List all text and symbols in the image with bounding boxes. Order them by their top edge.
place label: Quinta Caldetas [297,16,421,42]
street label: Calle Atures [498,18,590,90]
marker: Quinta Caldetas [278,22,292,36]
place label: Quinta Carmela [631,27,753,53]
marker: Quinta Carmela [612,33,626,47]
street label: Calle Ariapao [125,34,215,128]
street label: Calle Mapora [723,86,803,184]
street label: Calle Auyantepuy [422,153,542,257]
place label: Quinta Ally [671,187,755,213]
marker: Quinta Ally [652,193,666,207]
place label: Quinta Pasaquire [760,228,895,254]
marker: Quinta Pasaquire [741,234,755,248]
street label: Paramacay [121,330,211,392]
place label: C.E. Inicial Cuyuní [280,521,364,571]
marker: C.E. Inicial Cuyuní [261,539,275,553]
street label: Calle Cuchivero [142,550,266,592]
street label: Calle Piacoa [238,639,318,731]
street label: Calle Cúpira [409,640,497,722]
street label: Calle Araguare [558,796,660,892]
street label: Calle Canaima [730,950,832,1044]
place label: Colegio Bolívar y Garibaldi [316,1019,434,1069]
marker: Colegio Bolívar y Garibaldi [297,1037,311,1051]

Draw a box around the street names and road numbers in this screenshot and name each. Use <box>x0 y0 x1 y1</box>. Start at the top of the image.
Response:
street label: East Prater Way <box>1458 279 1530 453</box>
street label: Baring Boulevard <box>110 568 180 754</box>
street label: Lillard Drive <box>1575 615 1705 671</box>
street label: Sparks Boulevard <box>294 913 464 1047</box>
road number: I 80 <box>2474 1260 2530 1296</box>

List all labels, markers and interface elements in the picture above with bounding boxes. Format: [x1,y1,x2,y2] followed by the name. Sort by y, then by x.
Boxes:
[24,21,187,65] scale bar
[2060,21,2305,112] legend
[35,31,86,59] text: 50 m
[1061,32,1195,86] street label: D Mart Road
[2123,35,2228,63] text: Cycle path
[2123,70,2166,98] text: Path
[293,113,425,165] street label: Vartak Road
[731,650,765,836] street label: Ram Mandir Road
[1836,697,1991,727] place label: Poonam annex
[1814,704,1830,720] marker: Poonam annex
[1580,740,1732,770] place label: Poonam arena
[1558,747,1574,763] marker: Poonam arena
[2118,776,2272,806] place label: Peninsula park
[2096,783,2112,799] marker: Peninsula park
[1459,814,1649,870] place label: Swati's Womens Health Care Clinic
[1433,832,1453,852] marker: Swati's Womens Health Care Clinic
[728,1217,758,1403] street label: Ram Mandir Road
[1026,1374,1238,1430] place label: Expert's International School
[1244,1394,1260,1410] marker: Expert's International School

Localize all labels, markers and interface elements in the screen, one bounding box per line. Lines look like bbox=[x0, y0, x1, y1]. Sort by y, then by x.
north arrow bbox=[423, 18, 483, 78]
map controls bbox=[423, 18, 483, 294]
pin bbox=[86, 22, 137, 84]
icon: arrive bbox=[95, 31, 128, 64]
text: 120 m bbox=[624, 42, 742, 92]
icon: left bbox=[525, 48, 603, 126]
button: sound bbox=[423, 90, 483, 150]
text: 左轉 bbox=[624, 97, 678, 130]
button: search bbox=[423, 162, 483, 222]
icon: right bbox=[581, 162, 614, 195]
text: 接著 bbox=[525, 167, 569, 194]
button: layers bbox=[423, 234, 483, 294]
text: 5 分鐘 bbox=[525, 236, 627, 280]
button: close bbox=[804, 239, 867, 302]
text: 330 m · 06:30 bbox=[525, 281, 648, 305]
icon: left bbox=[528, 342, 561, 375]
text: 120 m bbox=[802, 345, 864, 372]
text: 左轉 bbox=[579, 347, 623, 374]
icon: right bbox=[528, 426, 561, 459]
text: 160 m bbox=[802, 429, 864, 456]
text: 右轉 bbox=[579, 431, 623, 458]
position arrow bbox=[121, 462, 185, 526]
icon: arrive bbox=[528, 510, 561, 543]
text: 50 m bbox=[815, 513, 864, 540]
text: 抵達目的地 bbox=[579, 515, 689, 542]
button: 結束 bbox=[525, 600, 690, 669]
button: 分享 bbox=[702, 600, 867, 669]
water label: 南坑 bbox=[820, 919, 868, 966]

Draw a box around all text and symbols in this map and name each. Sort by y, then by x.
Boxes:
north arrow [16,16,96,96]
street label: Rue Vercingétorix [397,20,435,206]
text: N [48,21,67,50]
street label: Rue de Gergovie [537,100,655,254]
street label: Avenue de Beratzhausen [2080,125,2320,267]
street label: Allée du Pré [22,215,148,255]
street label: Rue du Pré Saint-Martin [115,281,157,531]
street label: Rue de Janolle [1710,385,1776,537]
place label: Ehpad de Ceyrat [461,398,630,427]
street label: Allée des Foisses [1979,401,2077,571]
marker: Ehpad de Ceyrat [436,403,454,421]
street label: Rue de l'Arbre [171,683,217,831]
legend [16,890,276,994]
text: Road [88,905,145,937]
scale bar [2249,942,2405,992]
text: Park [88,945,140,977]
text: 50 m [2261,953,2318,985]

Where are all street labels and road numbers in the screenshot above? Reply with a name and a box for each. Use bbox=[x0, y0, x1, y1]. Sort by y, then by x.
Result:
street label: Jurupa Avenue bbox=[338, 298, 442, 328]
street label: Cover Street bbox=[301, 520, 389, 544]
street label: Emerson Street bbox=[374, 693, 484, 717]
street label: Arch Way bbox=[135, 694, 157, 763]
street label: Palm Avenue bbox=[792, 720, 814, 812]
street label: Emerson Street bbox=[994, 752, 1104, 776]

• • • • •

Recite the full listing above exactly.

List all text and symbols in the image with bounding boxes. Order them by their top edge.
place label: Quinta Caldetas [297,16,421,42]
street label: Calle Atures [498,18,590,90]
marker: Quinta Caldetas [278,22,292,36]
place label: Quinta Carmela [631,27,753,53]
marker: Quinta Carmela [612,33,626,47]
street label: Calle Ariapao [125,34,215,128]
street label: Calle Mapora [723,86,803,184]
street label: Calle Auyantepuy [422,153,542,257]
place label: Quinta Ally [671,187,755,213]
marker: Quinta Ally [652,193,666,207]
place label: Quinta Pasaquire [760,228,895,254]
marker: Quinta Pasaquire [741,234,755,248]
street label: Paramacay [121,330,211,392]
place label: C.E. Inicial Cuyuní [280,521,364,571]
marker: C.E. Inicial Cuyuní [261,539,275,553]
street label: Calle Cuchivero [142,550,266,592]
street label: Calle Piacoa [238,639,318,731]
street label: Calle Cúpira [409,640,497,722]
street label: Calle Araguare [558,796,660,892]
street label: Calle Canaima [730,950,832,1044]
place label: Colegio Bolívar y Garibaldi [316,1019,434,1069]
marker: Colegio Bolívar y Garibaldi [297,1037,311,1051]

Draw a box around the street names and road numbers in this screenshot and name each. Use <box>x0 y0 x1 y1</box>. Start at the top of the image.
Response:
street label: East Prater Way <box>1458 279 1530 453</box>
street label: Baring Boulevard <box>110 568 180 754</box>
street label: Lillard Drive <box>1575 615 1705 671</box>
street label: Sparks Boulevard <box>294 913 464 1047</box>
road number: I 80 <box>2474 1260 2530 1296</box>

List all labels, markers and interface elements in the picture above with bounding boxes. Format: [x1,y1,x2,y2] followed by the name. Sort by y, then by x.
Boxes:
[24,21,187,65] scale bar
[2060,21,2305,112] legend
[35,31,86,59] text: 50 m
[1061,32,1195,86] street label: D Mart Road
[2123,35,2228,63] text: Cycle path
[2123,70,2166,98] text: Path
[293,113,425,165] street label: Vartak Road
[731,650,765,836] street label: Ram Mandir Road
[1836,697,1991,727] place label: Poonam annex
[1814,704,1830,720] marker: Poonam annex
[1580,740,1732,770] place label: Poonam arena
[1558,747,1574,763] marker: Poonam arena
[2118,776,2272,806] place label: Peninsula park
[2096,783,2112,799] marker: Peninsula park
[1459,814,1649,870] place label: Swati's Womens Health Care Clinic
[1433,832,1453,852] marker: Swati's Womens Health Care Clinic
[728,1217,758,1403] street label: Ram Mandir Road
[1026,1374,1238,1430] place label: Expert's International School
[1244,1394,1260,1410] marker: Expert's International School

Localize all labels, markers and interface elements in the screen, one bounding box per line. Lines look like bbox=[x0, y0, x1, y1]. Sort by y, then by x.
north arrow bbox=[423, 18, 483, 78]
map controls bbox=[423, 18, 483, 294]
pin bbox=[86, 22, 137, 84]
icon: arrive bbox=[95, 31, 128, 64]
text: 120 m bbox=[624, 42, 742, 92]
icon: left bbox=[525, 48, 603, 126]
button: sound bbox=[423, 90, 483, 150]
text: 左轉 bbox=[624, 97, 678, 130]
button: search bbox=[423, 162, 483, 222]
icon: right bbox=[581, 162, 614, 195]
text: 接著 bbox=[525, 167, 569, 194]
button: layers bbox=[423, 234, 483, 294]
text: 5 分鐘 bbox=[525, 236, 627, 280]
button: close bbox=[804, 239, 867, 302]
text: 330 m · 06:30 bbox=[525, 281, 648, 305]
icon: left bbox=[528, 342, 561, 375]
text: 120 m bbox=[802, 345, 864, 372]
text: 左轉 bbox=[579, 347, 623, 374]
icon: right bbox=[528, 426, 561, 459]
text: 160 m bbox=[802, 429, 864, 456]
text: 右轉 bbox=[579, 431, 623, 458]
position arrow bbox=[121, 462, 185, 526]
icon: arrive bbox=[528, 510, 561, 543]
text: 50 m bbox=[815, 513, 864, 540]
text: 抵達目的地 bbox=[579, 515, 689, 542]
button: 結束 bbox=[525, 600, 690, 669]
button: 分享 bbox=[702, 600, 867, 669]
water label: 南坑 bbox=[820, 919, 868, 966]

Draw a box around all text and symbols in this map and name each. Sort by y, then by x.
Boxes:
north arrow [16,16,96,96]
street label: Rue Vercingétorix [397,20,435,206]
text: N [48,21,67,50]
street label: Rue de Gergovie [537,100,655,254]
street label: Avenue de Beratzhausen [2080,125,2320,267]
street label: Allée du Pré [22,215,148,255]
street label: Rue du Pré Saint-Martin [115,281,157,531]
street label: Rue de Janolle [1710,385,1776,537]
place label: Ehpad de Ceyrat [461,398,630,427]
street label: Allée des Foisses [1979,401,2077,571]
marker: Ehpad de Ceyrat [436,403,454,421]
street label: Rue de l'Arbre [171,683,217,831]
legend [16,890,276,994]
text: Road [88,905,145,937]
scale bar [2249,942,2405,992]
text: Park [88,945,140,977]
text: 50 m [2261,953,2318,985]

Where are all street labels and road numbers in the screenshot above? Reply with a name and a box for each. Use bbox=[x0, y0, x1, y1]. Sort by y, then by x.
Result:
street label: Jurupa Avenue bbox=[338, 298, 442, 328]
street label: Cover Street bbox=[301, 520, 389, 544]
street label: Emerson Street bbox=[374, 693, 484, 717]
street label: Arch Way bbox=[135, 694, 157, 763]
street label: Palm Avenue bbox=[792, 720, 814, 812]
street label: Emerson Street bbox=[994, 752, 1104, 776]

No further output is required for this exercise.